The one document that appears to have been uploaded by the malware was an abstract of funding awards that already was public but that could have been confused with confidential application data, she said.
Victims of this attack appear to have fallen for a piece of social engineering just before Christmas that used a notification of an electronic Christmas card from the White House. Those who clicked on the link to download the card also received a variant of the ZeuS Trojan malware. Although ZeuS traditionally has been used for the theft of financial log-in information and identity credentials, the attack also downloaded executable code designed to search for .xls, .doc and PDF files and export the documents via File Transfer Protocol.

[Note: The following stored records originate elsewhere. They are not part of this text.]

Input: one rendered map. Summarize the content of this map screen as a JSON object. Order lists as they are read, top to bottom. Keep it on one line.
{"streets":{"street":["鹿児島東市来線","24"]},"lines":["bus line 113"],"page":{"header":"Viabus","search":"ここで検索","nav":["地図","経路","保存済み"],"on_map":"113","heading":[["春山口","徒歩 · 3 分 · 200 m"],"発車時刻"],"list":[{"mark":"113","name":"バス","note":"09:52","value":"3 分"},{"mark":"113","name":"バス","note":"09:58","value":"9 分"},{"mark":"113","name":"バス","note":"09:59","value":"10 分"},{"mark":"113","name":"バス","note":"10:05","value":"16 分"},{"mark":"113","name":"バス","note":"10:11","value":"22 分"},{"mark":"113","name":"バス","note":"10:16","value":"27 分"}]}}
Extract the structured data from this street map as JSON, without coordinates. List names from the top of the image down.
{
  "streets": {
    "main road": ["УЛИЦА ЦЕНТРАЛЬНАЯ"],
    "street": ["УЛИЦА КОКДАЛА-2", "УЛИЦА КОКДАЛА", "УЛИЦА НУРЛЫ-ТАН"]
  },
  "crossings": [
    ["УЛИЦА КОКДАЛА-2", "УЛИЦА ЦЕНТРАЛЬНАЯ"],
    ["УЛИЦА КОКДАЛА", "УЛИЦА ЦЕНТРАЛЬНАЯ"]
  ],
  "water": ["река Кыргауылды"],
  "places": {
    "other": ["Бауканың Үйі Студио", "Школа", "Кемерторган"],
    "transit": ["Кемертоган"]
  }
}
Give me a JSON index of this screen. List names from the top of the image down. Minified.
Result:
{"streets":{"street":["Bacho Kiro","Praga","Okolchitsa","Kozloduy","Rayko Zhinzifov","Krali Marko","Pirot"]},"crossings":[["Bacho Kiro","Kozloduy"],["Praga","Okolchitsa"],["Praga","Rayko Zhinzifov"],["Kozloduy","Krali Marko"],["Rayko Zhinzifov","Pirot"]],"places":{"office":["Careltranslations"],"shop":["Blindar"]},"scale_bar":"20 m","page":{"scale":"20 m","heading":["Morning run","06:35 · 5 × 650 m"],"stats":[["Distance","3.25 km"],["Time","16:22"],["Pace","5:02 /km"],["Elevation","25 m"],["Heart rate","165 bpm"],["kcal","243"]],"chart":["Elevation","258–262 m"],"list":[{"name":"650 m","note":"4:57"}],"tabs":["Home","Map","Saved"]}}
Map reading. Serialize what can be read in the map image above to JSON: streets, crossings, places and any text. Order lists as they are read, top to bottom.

Zgorski said the OCI infection appears to have occurred shortly before Christmas and was discovered Dec. 27, the first workday after the holiday, and immediately taken offline. The investigation of the incident is continuing.
Alex Cox, principal research analyst at NetWitness, said in a blog posting on the attack that the intent of the attack appears to have been espionage and that it appears to have been the work of the same person or people who perpetrated a similar attack February 2010 that targeted U.S. government agencies in an apparent effort to collect data.
Although the ZeuS variant is fairly common, the second-stage download malware used to gather documents was similar in both cases and unique to these attacks, he said. An analysis of code “fingerprints” and “toolmarks” on the malware produced a 96 percent match, he said.
“This. . .makes us think that this is indeed the same operator, who is again after documents pertaining to U.S. government activities,” Cox wrote. “This evidence shows the continuing convergence of cyber-crime and cyber-espionage activities, and how they occasionally mirror or play off one another.”
Still unknown is who that operator is and where the data is ending up.